- **RECORDS FOR THIS TASK**
------
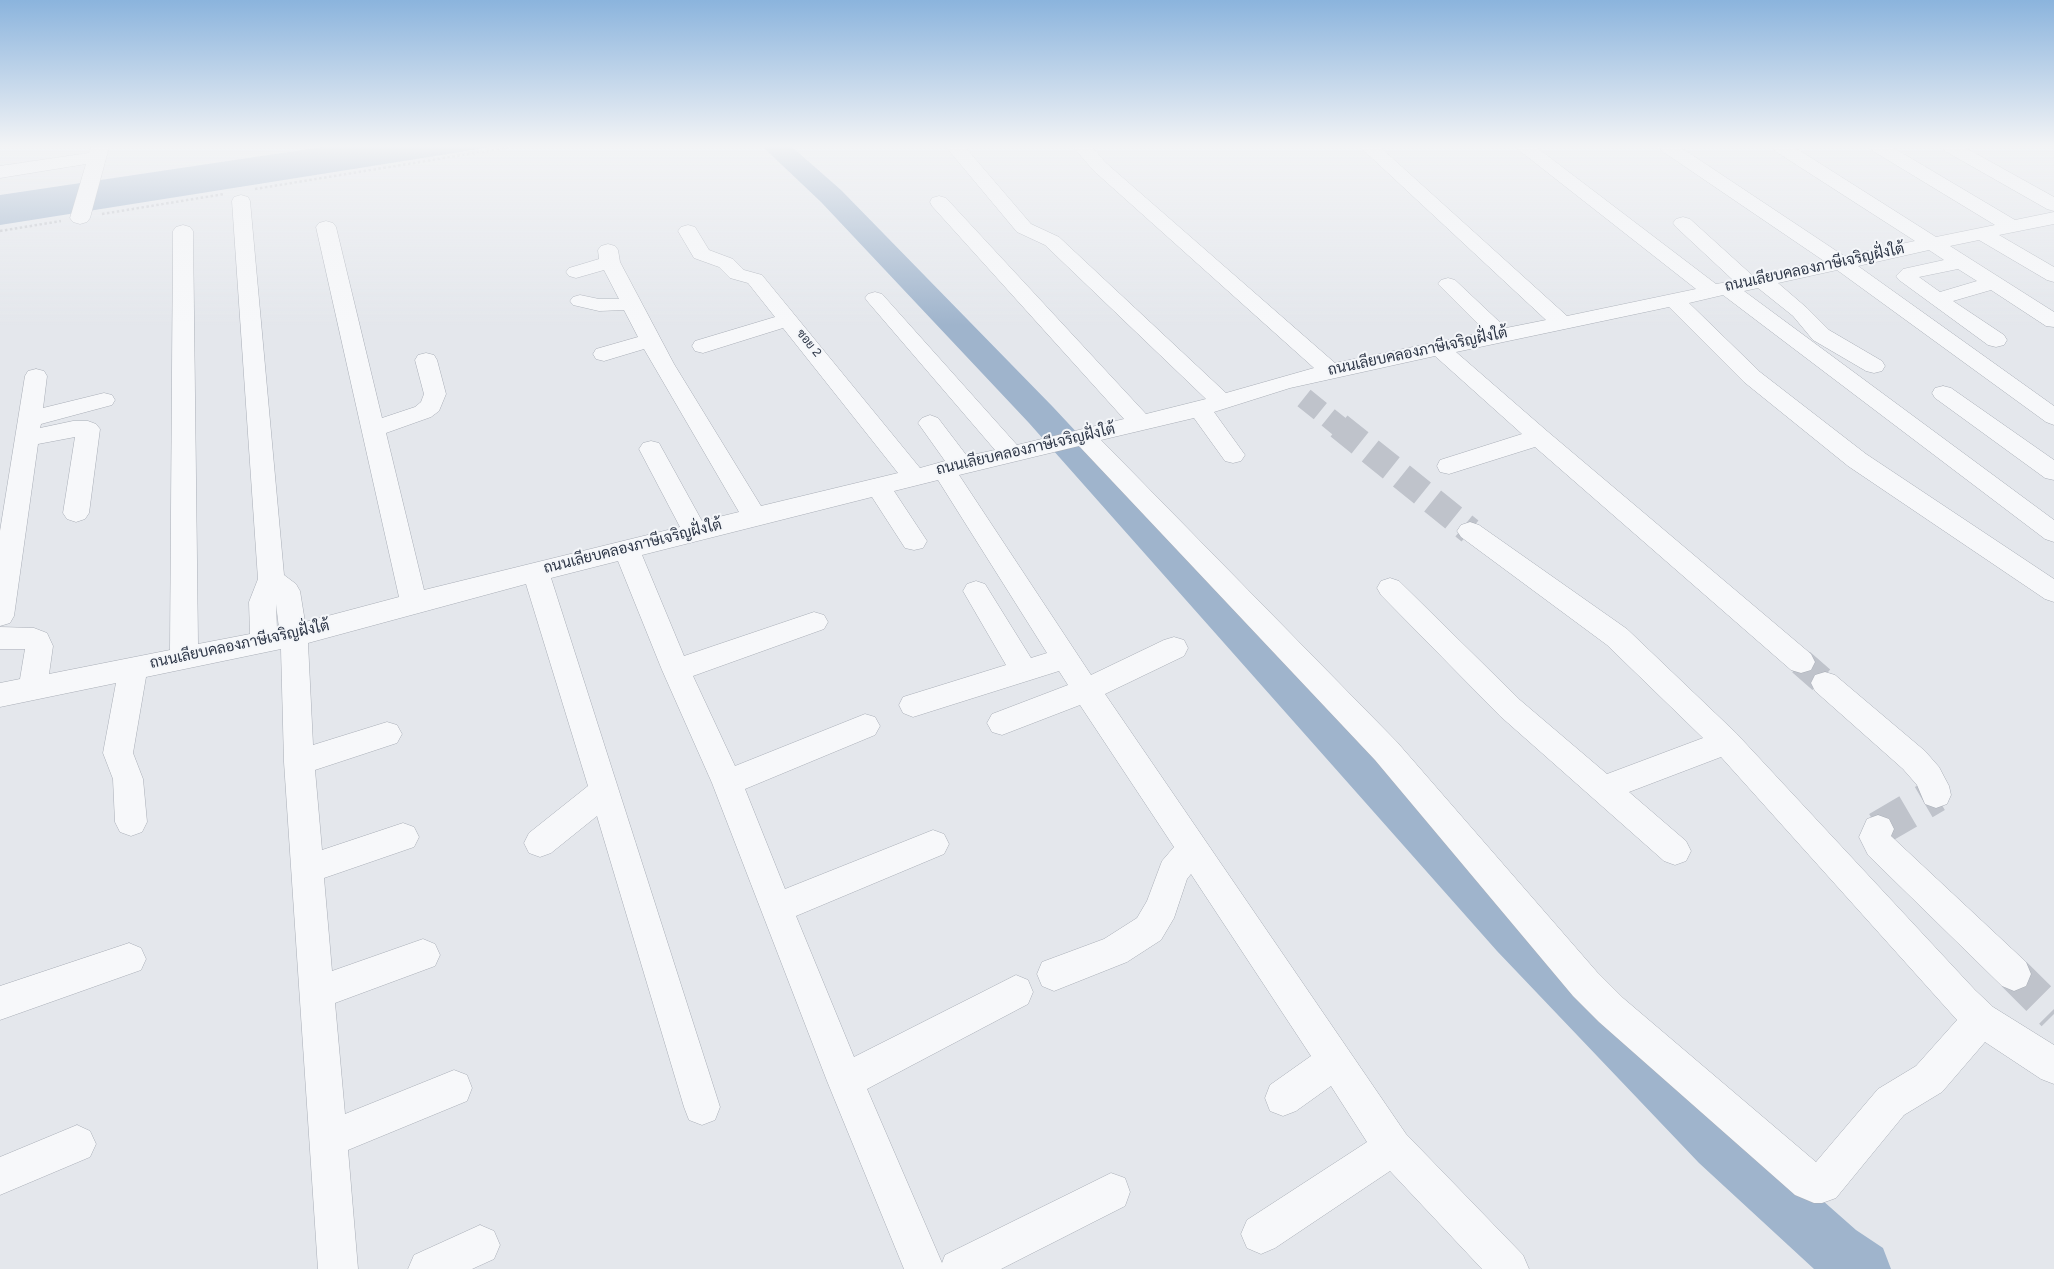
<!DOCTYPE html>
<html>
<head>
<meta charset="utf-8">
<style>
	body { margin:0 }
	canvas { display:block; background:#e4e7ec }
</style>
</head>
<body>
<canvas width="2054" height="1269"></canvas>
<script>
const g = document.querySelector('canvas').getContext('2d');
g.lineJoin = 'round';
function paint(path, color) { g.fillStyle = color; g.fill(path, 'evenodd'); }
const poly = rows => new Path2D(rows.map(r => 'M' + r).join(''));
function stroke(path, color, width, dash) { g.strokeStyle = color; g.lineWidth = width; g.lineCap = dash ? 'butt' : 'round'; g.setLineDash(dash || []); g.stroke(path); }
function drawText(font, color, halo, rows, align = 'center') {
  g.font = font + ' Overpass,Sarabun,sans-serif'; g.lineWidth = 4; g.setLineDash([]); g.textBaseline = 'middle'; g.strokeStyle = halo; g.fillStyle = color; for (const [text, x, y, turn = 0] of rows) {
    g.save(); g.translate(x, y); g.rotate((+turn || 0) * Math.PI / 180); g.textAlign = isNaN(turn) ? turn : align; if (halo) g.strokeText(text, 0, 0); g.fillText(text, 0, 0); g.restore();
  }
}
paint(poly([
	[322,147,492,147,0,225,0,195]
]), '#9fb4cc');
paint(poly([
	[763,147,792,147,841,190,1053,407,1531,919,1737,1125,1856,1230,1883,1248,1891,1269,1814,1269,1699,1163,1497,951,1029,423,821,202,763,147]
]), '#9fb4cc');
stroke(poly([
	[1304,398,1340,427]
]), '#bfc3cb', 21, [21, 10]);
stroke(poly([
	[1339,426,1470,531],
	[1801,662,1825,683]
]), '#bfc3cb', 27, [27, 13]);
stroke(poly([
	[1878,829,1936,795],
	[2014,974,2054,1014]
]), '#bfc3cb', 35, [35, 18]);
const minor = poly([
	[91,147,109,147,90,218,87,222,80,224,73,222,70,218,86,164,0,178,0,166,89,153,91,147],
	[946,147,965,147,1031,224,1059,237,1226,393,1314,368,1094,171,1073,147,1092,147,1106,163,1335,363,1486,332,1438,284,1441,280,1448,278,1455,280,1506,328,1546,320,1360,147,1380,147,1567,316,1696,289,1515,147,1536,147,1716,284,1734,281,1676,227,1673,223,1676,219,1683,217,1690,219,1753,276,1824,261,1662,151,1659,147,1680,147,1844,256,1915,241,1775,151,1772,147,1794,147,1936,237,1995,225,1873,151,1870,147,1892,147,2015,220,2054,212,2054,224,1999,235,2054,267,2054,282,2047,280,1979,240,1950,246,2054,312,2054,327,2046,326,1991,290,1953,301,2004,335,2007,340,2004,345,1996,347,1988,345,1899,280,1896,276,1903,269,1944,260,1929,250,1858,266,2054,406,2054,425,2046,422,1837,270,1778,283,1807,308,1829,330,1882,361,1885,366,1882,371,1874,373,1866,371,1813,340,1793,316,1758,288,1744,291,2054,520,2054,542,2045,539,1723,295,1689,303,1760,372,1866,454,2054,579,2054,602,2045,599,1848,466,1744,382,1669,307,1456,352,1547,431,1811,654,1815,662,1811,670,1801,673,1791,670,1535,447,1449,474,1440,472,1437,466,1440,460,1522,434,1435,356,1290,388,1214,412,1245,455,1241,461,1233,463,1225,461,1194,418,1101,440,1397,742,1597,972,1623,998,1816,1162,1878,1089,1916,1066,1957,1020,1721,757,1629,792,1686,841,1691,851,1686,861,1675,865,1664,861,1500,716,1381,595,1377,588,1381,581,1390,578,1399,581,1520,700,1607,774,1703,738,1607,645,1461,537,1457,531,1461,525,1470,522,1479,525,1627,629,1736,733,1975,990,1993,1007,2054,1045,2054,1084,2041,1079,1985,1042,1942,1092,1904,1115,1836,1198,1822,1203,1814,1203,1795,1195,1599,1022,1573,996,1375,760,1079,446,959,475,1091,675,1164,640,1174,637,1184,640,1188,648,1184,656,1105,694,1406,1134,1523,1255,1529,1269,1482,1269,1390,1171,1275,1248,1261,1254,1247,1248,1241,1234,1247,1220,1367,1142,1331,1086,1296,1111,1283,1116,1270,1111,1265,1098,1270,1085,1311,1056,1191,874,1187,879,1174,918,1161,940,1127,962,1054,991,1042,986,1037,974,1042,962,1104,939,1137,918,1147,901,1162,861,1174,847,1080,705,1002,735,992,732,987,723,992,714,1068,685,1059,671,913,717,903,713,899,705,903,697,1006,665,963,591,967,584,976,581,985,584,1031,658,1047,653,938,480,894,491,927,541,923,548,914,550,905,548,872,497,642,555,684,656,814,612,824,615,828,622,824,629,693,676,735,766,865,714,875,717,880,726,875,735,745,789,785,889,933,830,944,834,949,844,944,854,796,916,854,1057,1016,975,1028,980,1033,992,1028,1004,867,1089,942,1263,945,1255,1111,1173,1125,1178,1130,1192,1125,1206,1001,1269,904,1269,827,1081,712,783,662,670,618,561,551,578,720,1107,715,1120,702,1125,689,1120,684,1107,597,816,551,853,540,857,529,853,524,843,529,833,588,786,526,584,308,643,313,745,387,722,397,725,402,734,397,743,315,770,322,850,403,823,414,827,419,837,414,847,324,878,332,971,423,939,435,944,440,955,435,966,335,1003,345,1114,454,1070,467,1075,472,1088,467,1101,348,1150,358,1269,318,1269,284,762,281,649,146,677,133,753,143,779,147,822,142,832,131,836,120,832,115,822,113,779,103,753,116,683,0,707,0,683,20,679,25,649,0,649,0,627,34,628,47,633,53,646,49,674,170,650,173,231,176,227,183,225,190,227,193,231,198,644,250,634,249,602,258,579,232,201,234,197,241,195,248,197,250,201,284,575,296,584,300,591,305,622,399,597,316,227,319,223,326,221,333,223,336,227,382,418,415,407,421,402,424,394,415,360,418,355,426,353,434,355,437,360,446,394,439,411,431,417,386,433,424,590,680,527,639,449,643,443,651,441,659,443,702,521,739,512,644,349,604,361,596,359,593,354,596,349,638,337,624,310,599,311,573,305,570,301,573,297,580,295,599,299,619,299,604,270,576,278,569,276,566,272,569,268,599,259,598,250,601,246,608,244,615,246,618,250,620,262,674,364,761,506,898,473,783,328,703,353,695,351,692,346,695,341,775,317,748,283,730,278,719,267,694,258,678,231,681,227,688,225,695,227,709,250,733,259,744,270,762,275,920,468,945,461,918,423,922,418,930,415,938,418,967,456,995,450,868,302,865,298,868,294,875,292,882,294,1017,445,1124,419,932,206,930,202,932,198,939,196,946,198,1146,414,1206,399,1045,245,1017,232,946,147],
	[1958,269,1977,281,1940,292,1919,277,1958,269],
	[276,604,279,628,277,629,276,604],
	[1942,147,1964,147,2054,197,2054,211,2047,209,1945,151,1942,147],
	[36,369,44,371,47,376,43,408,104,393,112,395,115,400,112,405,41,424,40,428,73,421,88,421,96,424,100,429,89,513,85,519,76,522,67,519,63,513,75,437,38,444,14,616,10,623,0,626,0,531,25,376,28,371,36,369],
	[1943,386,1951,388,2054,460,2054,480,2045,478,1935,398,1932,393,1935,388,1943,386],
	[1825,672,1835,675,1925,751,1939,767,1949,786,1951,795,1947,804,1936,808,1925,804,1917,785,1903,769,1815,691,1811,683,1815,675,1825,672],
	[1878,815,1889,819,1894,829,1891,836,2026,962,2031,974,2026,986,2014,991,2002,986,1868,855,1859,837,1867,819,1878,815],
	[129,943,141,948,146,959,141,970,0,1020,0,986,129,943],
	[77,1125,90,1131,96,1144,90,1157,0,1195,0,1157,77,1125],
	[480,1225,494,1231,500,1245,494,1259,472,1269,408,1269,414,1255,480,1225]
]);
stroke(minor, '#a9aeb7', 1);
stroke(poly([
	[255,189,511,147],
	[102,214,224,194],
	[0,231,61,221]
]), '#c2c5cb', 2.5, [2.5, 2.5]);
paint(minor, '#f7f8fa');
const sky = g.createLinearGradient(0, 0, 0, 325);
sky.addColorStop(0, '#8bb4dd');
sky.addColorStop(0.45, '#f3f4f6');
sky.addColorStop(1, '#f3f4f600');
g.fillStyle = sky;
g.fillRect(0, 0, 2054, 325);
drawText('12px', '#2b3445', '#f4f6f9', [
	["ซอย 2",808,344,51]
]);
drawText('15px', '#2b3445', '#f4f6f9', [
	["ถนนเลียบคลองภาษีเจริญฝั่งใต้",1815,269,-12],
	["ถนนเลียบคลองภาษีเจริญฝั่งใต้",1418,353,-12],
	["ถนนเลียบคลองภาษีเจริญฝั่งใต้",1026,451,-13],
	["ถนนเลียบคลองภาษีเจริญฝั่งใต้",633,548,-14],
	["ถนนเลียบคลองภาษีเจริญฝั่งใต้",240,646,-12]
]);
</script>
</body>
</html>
------
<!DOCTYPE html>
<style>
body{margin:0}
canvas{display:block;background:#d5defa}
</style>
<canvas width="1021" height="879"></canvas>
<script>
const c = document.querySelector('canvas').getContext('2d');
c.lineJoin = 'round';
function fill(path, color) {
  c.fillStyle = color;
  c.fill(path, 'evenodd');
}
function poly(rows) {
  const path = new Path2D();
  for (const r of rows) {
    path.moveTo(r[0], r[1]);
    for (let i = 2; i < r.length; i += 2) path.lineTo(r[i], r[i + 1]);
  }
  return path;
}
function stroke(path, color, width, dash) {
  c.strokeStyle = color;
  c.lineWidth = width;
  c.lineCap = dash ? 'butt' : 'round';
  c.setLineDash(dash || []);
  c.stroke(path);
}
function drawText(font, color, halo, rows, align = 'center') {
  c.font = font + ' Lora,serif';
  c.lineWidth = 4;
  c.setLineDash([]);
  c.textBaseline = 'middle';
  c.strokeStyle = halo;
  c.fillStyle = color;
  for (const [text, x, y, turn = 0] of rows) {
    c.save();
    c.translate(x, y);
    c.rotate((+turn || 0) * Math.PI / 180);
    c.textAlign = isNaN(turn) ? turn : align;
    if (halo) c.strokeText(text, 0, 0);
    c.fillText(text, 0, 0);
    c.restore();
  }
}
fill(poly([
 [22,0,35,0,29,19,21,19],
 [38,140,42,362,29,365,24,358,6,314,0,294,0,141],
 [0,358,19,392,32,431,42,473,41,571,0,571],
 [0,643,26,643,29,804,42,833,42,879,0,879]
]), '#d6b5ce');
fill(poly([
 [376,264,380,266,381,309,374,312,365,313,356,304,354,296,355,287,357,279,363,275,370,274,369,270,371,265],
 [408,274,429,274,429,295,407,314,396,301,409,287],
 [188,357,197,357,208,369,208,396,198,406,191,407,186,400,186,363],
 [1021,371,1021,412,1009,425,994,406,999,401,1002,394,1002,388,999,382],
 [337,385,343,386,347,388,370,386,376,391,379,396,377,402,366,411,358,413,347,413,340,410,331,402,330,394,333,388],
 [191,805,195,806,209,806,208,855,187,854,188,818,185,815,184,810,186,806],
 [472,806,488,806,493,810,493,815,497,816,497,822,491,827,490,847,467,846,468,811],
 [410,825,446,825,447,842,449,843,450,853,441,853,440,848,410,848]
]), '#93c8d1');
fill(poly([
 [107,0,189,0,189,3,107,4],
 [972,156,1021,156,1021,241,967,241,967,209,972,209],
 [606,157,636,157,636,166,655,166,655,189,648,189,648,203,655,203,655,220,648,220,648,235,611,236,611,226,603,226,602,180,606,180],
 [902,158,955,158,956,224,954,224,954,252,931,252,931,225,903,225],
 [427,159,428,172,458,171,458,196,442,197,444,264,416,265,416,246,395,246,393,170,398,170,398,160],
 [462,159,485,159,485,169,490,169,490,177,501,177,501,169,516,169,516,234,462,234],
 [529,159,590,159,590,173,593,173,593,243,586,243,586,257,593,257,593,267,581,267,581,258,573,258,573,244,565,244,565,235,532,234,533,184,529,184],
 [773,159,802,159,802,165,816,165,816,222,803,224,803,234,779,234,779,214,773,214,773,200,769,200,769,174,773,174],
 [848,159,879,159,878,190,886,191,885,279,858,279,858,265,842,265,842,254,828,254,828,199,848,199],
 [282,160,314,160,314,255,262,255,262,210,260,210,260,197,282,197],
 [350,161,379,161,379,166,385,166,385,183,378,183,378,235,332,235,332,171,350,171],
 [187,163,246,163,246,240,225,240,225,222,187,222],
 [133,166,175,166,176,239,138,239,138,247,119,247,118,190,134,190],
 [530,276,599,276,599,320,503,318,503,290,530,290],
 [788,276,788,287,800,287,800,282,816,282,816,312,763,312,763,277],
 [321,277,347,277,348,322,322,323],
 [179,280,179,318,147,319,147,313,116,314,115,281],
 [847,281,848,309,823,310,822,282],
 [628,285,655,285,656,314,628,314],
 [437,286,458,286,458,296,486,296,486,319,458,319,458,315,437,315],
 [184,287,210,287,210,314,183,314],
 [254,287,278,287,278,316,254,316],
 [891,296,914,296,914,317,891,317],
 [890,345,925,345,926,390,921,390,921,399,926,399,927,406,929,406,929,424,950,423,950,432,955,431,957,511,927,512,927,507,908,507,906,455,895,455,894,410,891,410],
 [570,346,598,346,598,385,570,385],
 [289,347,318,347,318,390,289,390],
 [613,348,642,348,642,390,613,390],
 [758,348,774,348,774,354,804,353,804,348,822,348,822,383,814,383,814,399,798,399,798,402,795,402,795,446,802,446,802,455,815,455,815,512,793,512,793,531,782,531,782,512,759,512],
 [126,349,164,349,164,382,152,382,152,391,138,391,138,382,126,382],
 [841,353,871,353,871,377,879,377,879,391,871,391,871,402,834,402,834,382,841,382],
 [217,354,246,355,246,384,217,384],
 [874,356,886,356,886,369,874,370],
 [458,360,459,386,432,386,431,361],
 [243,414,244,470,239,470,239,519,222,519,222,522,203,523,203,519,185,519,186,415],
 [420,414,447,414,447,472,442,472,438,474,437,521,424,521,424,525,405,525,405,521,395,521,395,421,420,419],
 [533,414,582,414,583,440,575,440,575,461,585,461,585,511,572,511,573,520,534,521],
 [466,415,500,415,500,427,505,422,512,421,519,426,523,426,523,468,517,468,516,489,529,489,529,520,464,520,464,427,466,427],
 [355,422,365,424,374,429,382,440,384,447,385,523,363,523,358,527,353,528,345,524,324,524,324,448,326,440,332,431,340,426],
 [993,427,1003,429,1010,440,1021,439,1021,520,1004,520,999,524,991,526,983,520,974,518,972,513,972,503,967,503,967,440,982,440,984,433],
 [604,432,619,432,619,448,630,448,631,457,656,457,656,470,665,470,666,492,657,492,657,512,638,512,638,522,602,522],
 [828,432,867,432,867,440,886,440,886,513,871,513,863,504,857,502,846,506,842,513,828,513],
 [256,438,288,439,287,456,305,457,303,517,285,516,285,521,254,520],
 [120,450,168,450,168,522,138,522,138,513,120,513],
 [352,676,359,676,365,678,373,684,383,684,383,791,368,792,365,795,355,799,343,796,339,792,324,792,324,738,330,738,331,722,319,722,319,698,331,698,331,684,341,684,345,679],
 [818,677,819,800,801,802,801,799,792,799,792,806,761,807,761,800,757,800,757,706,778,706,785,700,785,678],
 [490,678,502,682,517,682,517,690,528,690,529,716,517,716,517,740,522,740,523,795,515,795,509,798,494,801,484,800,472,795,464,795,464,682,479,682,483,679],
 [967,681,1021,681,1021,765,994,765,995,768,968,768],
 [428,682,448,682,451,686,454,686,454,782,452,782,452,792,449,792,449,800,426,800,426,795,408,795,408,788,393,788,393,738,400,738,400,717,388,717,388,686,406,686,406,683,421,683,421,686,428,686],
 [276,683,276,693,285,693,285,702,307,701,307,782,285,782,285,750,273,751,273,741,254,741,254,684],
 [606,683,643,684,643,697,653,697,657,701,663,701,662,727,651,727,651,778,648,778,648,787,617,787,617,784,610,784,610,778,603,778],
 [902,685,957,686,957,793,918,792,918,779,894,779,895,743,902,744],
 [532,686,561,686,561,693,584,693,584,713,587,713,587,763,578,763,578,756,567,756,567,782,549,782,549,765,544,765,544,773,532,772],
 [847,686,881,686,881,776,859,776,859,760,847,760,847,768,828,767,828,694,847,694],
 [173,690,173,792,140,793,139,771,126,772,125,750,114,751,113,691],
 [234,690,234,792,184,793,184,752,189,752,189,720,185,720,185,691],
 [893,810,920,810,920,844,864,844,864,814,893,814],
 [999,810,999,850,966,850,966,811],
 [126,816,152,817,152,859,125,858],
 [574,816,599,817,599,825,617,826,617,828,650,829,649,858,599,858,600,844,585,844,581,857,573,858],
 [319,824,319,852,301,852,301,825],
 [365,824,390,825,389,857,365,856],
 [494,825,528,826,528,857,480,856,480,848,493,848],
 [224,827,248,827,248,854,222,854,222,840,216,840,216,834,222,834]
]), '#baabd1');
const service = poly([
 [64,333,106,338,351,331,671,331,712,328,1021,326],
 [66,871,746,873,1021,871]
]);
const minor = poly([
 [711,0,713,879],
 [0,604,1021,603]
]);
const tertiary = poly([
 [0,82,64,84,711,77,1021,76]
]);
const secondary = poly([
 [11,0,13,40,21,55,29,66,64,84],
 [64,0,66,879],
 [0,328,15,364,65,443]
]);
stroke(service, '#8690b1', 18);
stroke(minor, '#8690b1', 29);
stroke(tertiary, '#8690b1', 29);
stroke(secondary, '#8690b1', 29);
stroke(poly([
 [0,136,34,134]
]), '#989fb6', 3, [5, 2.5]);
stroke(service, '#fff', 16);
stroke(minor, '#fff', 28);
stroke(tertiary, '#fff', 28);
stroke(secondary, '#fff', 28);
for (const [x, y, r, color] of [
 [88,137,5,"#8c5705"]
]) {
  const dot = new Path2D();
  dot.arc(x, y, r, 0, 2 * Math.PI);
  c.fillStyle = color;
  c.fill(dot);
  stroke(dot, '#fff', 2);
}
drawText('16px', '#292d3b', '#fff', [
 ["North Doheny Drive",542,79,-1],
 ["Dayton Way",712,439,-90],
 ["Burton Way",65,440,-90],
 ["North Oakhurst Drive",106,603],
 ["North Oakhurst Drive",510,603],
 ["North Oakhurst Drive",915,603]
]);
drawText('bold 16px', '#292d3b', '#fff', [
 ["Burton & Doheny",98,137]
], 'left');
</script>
------
- **YOUR TASK**
Scan the material above for the string "serif", returning each line that contains it.

- **SOLUTION BELOW**
  g.font = font + ' Overpass,Sarabun,sans-serif'; g.lineWidth = 4; g.setLineDash([]); g.textBaseline = 'middle'; g.strokeStyle = halo; g.fillStyle = color; for (const [text, x, y, turn = 0] of rows) {
  c.font = font + ' Lora,serif';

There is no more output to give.